Dickens's morality is, in Waugh's view, a sentimental and hypocritical nonsense—an attempt to enjoy the certainties of Christian moral standards without belief in what gave rise to them. It is, quite simply, a lie, and as such exactly analogous to Marlow's lie in Heart of Darkness. Jerome Meckier, in his detailed study of Waugh's treatment of Dickens and Conrad,9) argues that Waugh saw the two earlier writers as essentially the same. Having discovered that "religious feelings survive religious beliefs," Dickens "invested secular events with a sacred aura to which they were not logically entitled" (179); feasts become sacraments, good women become angels, and sentimental repentance becomes salvation. Despite Conrad's pessimism, Meckier argues, he is engaged in a similar enterprise, at least as Waugh sees it:

Conrad and the Edwardians do not surpass Dickens and the Victorians because they are still looking for humanistic ways to feel religious about life, as if art, utilizing religious metaphors, might restore value to a purely secular existence. […] Waugh loathes the surviving romantic belief that, despite the collapse of orthodoxy, the transcendent remains somehow accessible in the earthly, that going down far enough means eventually going upward.  (183)

In this reading, Marlow's reliance on what he calls "inborn strength" is "the stoical pessimist's version of the secular virtues the humanists substituted for grace" (183), and his lie to Kurtz's "Intended" is "an act of old−fashioned, humanistic benevolence" in the manner of Mr. Pickwick (186). In more general terms, of course, Marlow's lie represents the West's attempt to live as if its values were still solidly based in belief.

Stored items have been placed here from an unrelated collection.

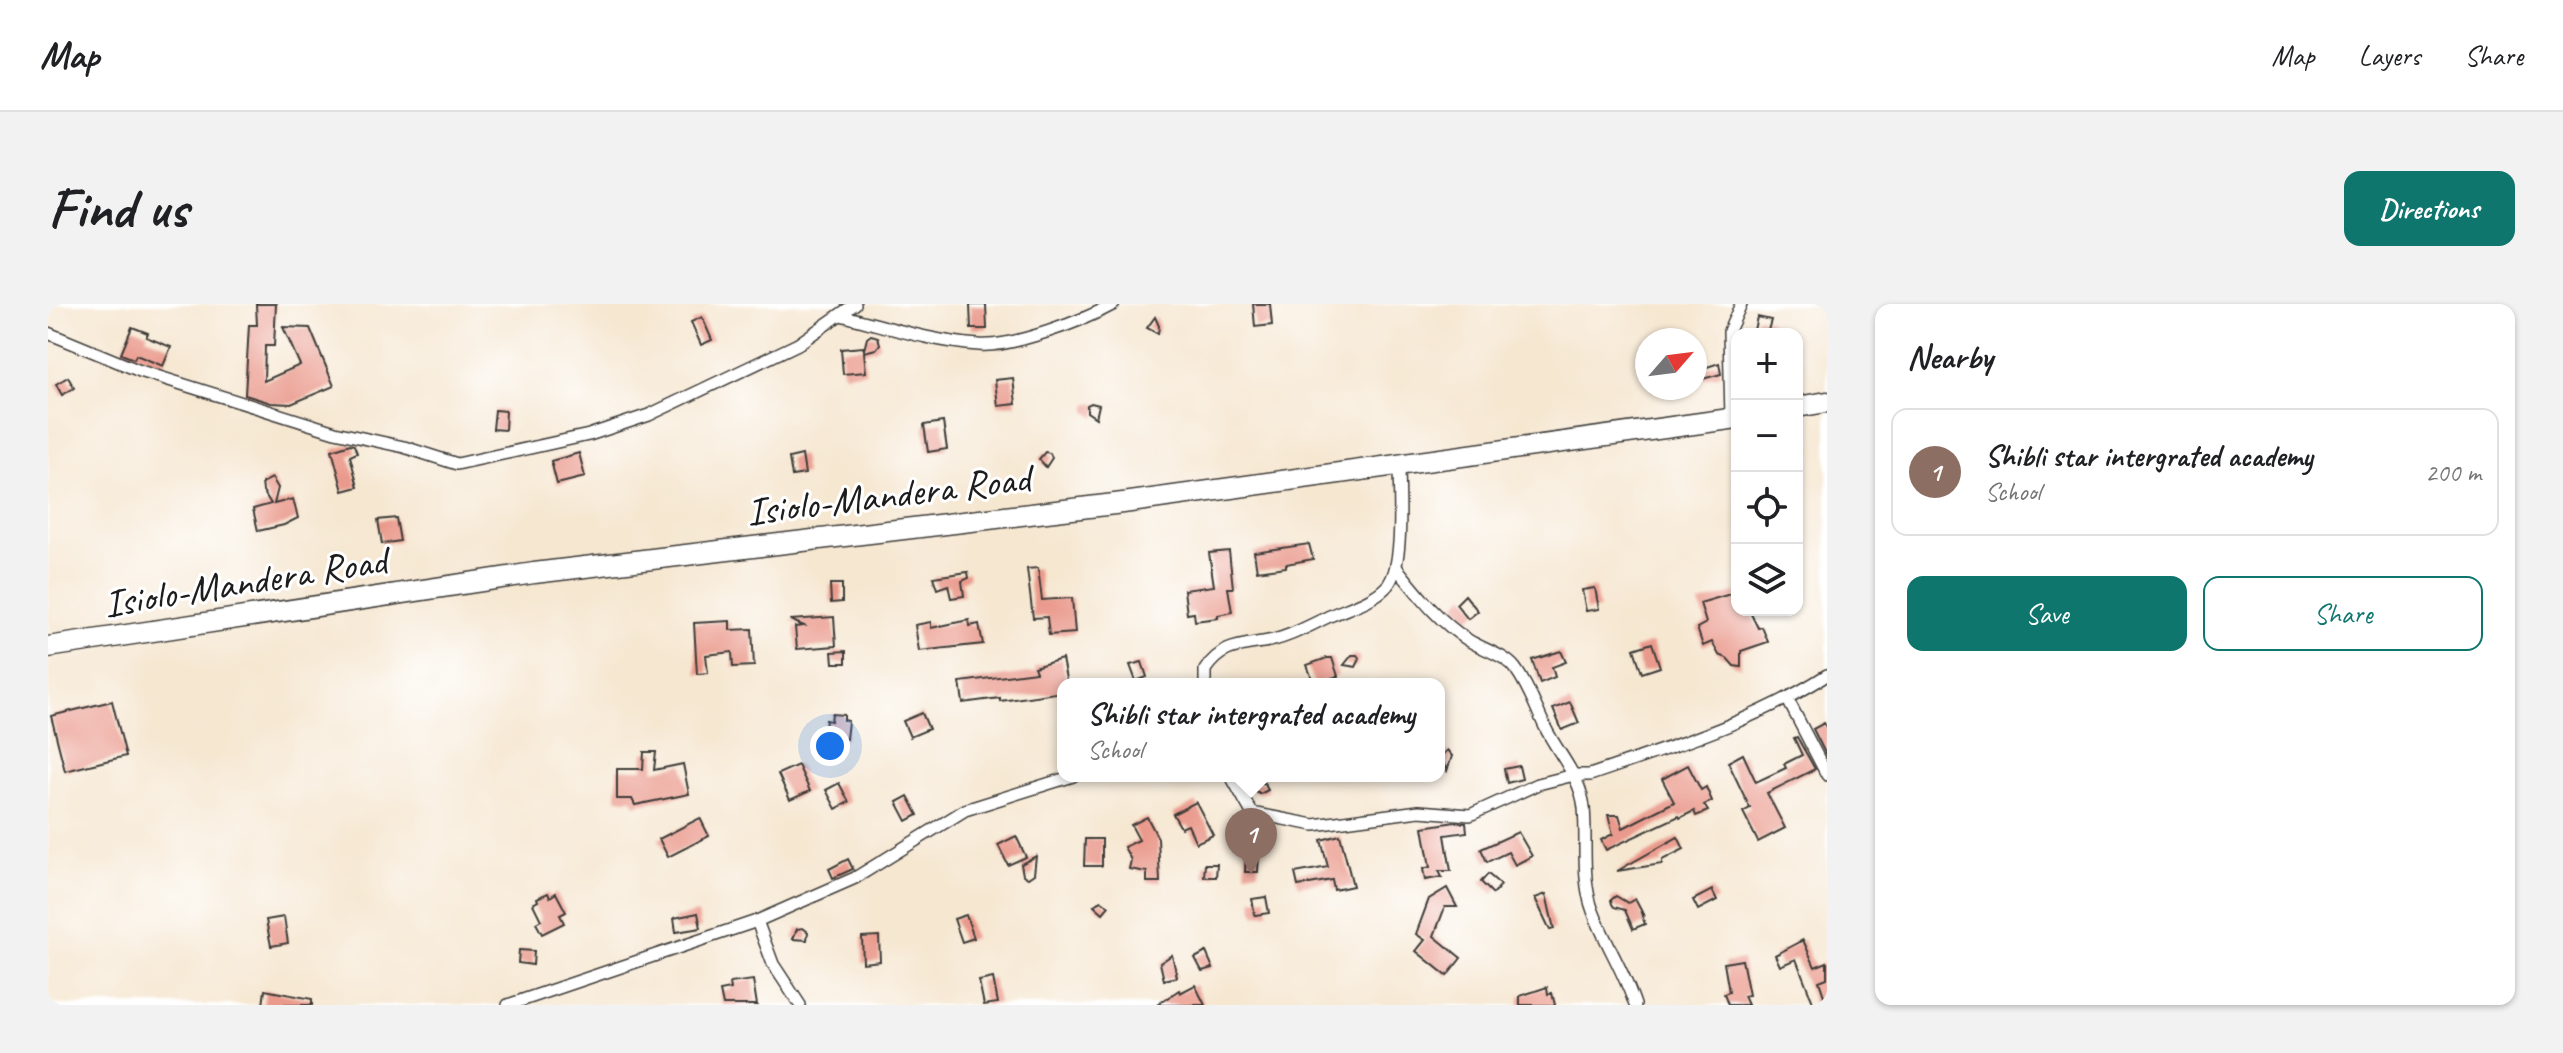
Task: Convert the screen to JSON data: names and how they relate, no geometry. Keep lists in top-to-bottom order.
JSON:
{
  "streets": {
    "highway": ["Isiolo-Mandera Road"]
  },
  "north": "top right",
  "page": {
    "header": "Map",
    "nav": ["Map", "Layers", "Share"],
    "buttons": [
      "Directions",
      ["Save", "Share"]
    ],
    "title": "Find us",
    "heading": "Nearby",
    "map_buttons": ["+", "−"],
    "list": [
      {
        "mark": "1",
        "name": "Shibli star intergrated academy",
        "note": "School",
        "value": "200 m"
      }
    ],
    "popup": ["Shibli star intergrated academy", "School"],
    "pins": "1"
  }
}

All of this is well−argued, and Meckier is persuasive on the parallels. But a crucial difference remains: while Dickens's humanistic ethics—in Waugh's view—obscure the loss of belief in a fog of pseudo−Christian sentiment, Conrad squarely faces the fact that any attempt [→page 136] to evade the consequences of lost belief can only be based on a lie, and lies are fragile. The illusions of all Conrad's major protagonists sooner or later come to grief, with catastrophic results, and the prophetic aspect of Heart of Darkness in particular is its clear−eyed recognition that the twentieth century could not long maintain the fiction of moral values without a basis in belief. It is this aspect of Conrad that Waugh could respect and even admire despite the differences in their metaphysics, and it is this, I would argue, which makes the extended reference to Heart of Darkness in A Handful of Dust largely sympathetic.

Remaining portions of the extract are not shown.